Legal considerations for conflict prevention
There are two primary causes of potential civil actions against healthcare providers for conflicts resulting from healthcare: lack of informed consent, and violation of the standard of care. Because of it, we recommend appropriate patient counseling and informed consent but also the education of legal professionals, based on scientific evidence. Setting appropriate medico-legal standards regarding what can be expected from centers in terms of donor´s genetic testing and which test could be offered is recommended (Dondorp et al., 2014).
Legal professionals must be made aware that screening panels change over time as science advances and tests for other disorders are developed. Guidelines regarding ethnicity and population-based genetic screening are frequently updated by genetic associations. Donors could only be evaluated by the current tests recommended at the time of the donation.
Legal professionals are urged to increase their knowledge of genetic screening terminology and consider that residual risk is always present. If one partner is found to be a carrier and the other has a negative result for the same condition, the probability that the couple will have an affected pregnancy is significantly reduced, but a negative screen does not eliminate risks to offspring. The partner is unlikely to have a mutation for the same disorder, but a residual risk persists. According to most guidelines, no further testing is needed; prenatal diagnosis is not indicated. Carrier screening will not identify all individuals who are at risk of the screened conditions and some cases can be the result of a new gene mutation. It is crucial to understand that ECS is a risk reducing rather than a risk eliminating opportunity (Srinivasan et al., 2013).
CONCLUSIONS
The rate of gamete donors identified as carriers for at least one condition was 41%, which supports the provision of ECS to our population. More studies with ECS in Latin American populations could help to customize screening panels.
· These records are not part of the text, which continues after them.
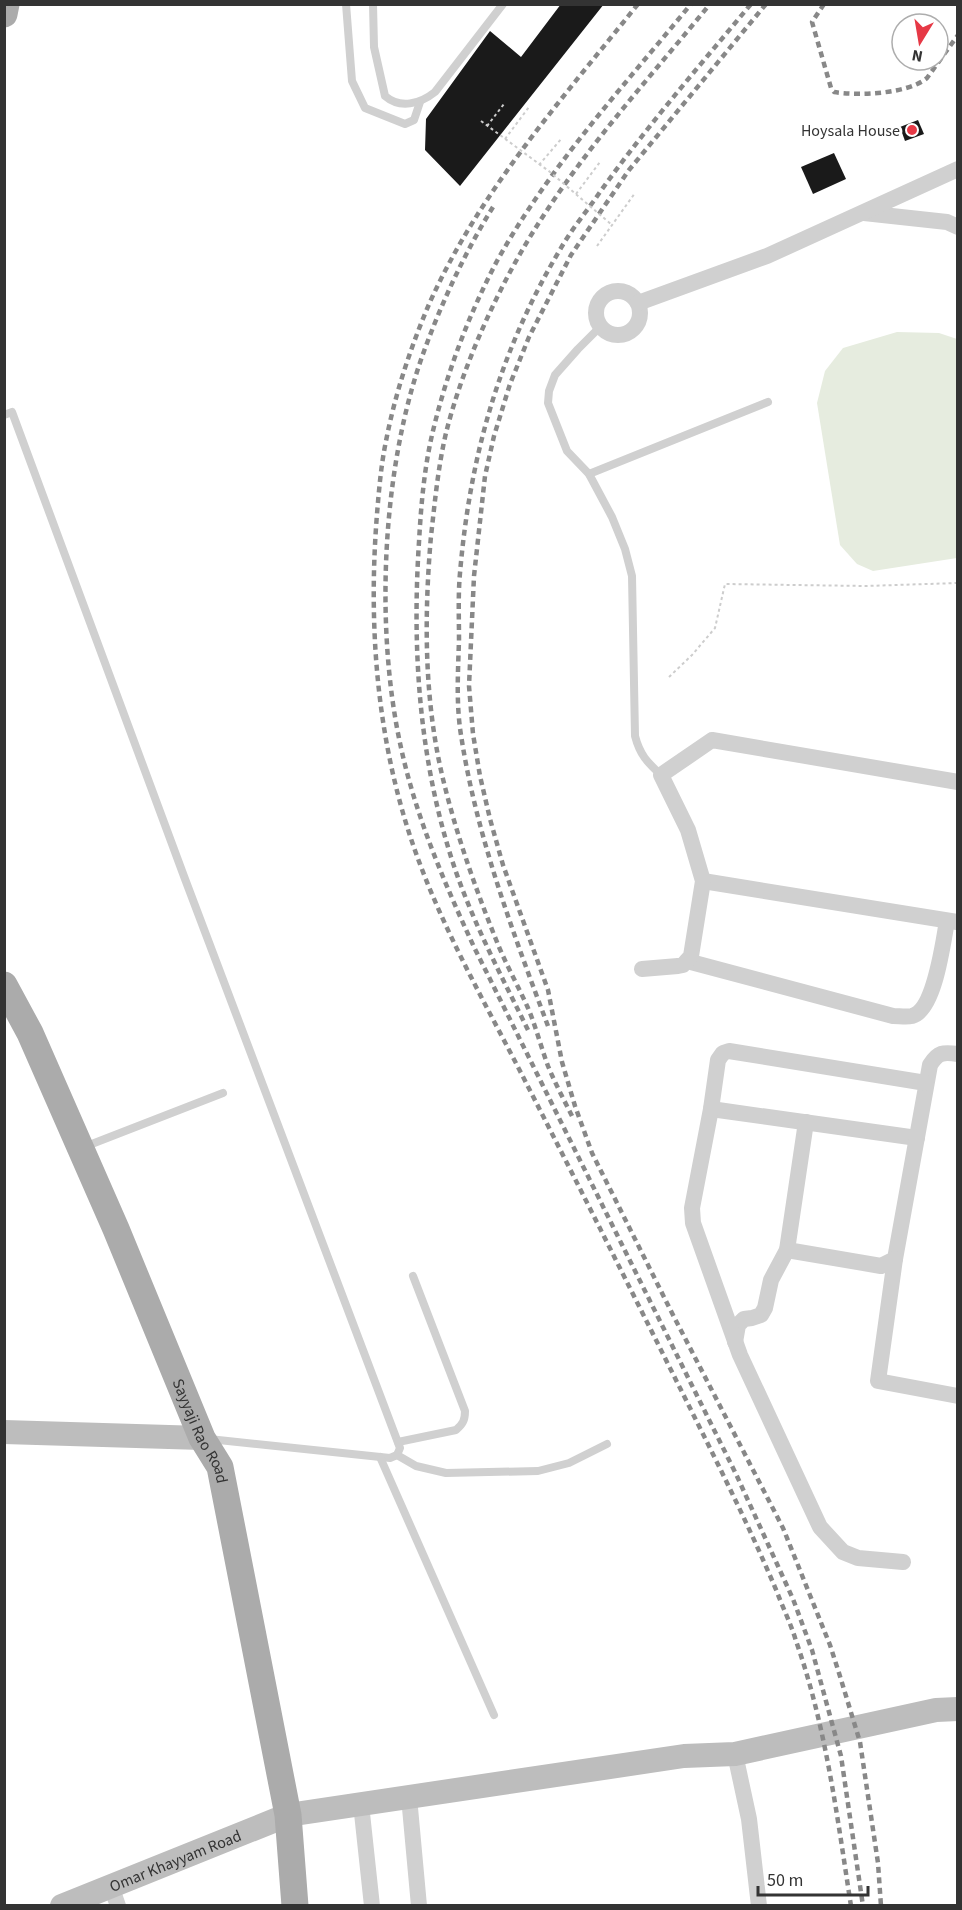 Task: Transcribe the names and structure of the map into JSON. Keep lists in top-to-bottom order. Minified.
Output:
{"streets":{"main road":["Sayyaji Rao Road"],"street":["Omar Khayyam Road"]},"crossings":[["Sayyaji Rao Road","Omar Khayyam Road"]],"places":["Hoysala House"],"scale_bar":"50 m","north":"bottom"} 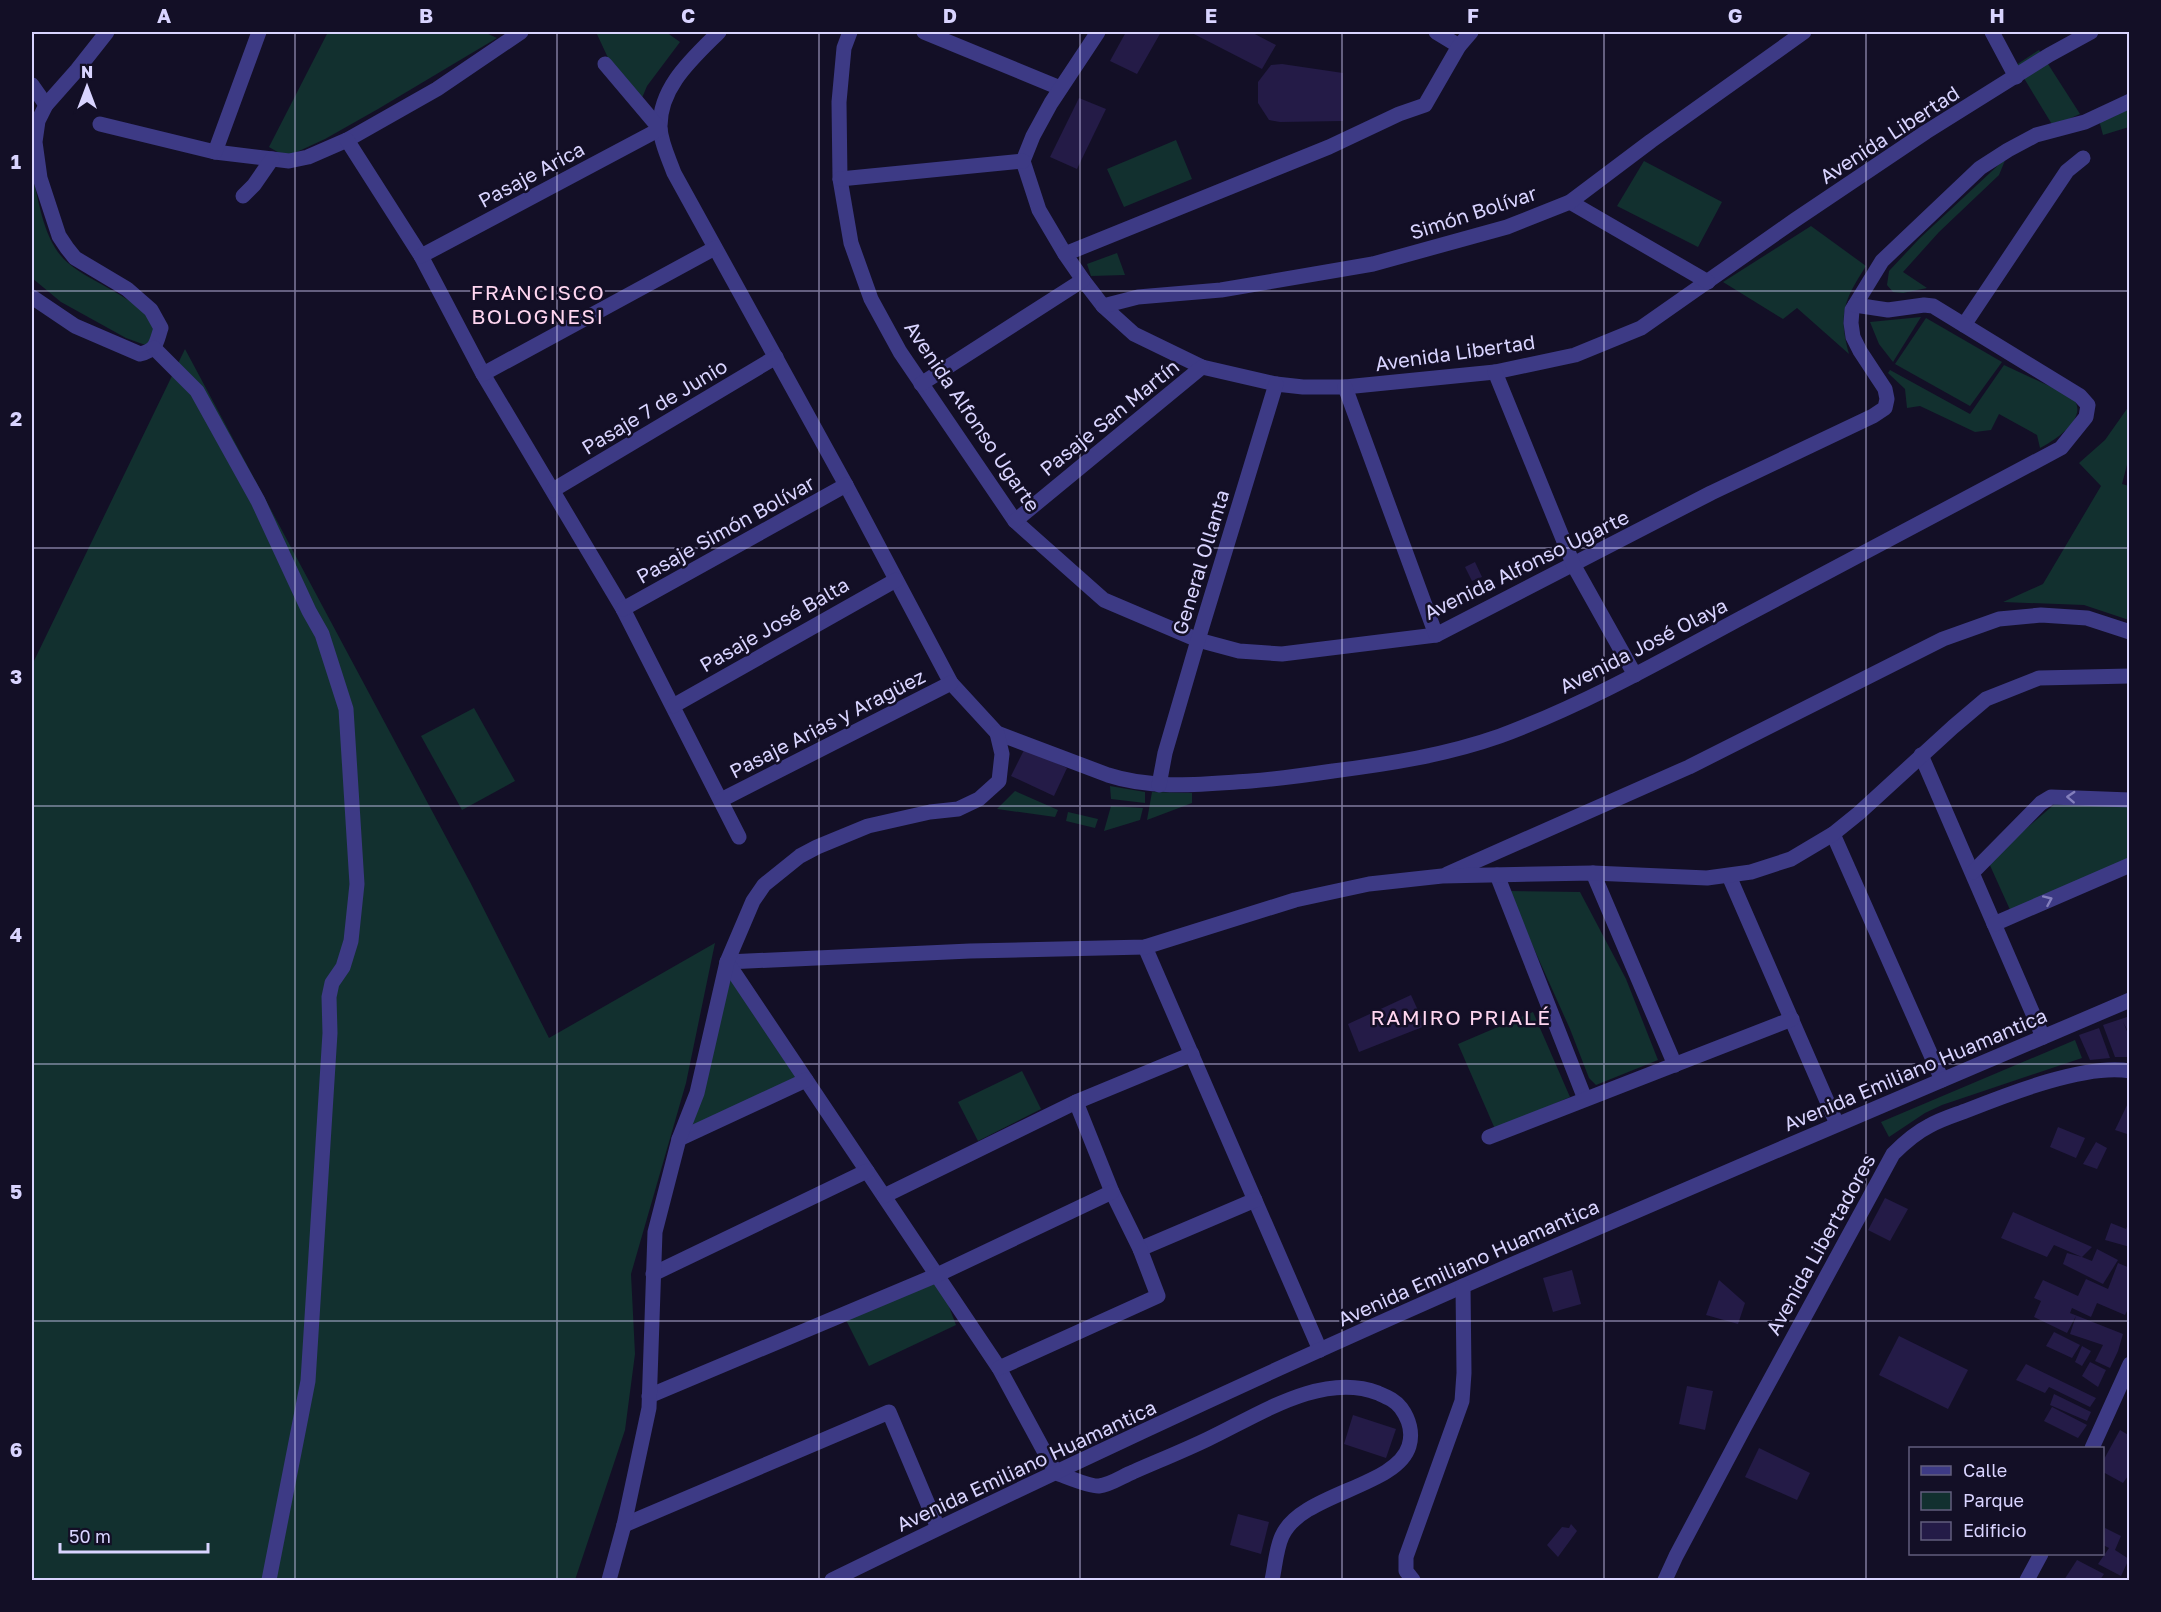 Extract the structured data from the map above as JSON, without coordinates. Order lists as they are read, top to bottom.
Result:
{
  "streets": {
    "street": [
      "Avenida Libertad",
      "Pasaje Arica",
      "Simón Bolívar",
      "Pasaje 7 de Junio",
      "Avenida Alfonso Ugarte",
      "Pasaje San Martín",
      "Pasaje Simón Bolívar",
      "General Ollanta",
      "Pasaje José Balta",
      "Avenida José Olaya",
      "Pasaje Arias y Aragüez",
      "Avenida Emiliano Huamantica",
      "Avenida Libertadores"
    ]
  },
  "crossings": [
    ["Avenida Libertad", "Simón Bolívar"],
    ["Avenida Libertad", "Pasaje San Martín"],
    ["Avenida Libertad", "General Ollanta"],
    ["Avenida Alfonso Ugarte", "Pasaje San Martín"],
    ["Avenida Alfonso Ugarte", "General Ollanta"],
    ["General Ollanta", "Avenida José Olaya"]
  ],
  "districts": ["FRANCISCO BOLOGNESI", "RAMIRO PRIALÉ"],
  "legend": ["Calle", "Parque", "Edificio"],
  "scale_bar": "50 m",
  "north": "top",
  "grid": {
    "columns": [
      "A",
      "B",
      "C",
      "D",
      "E",
      "F",
      "G",
      "H"
    ],
    "rows": [
      "1",
      "2",
      "3",
      "4",
      "5",
      "6"
    ]
  }
}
The ART patient population has a unique opportunity to be offered ECS and appropriate counseling, to make its best-informed decisions.
To provide appropriate counseling health care provider´s education is a need.
To prevent conflicts, it would be beneficial to implement generic informed consent forms.
Legal professionals are urged to increase their knowledge of genetic screening terminology, and consider that residual risks are always present. ECS is a risk reducing rather than a risk eliminating opportunity.
We should promote universal access to ECS. This is just the beginning of genetic applications to reproductive care.
Footnotes
CONFLICT OF INTEREST
No conflict of interest has been declared.
Presented at Taller General de la Red Latinoamericana de Reproducción Asistida 2017, Buenos Aires, Argentina.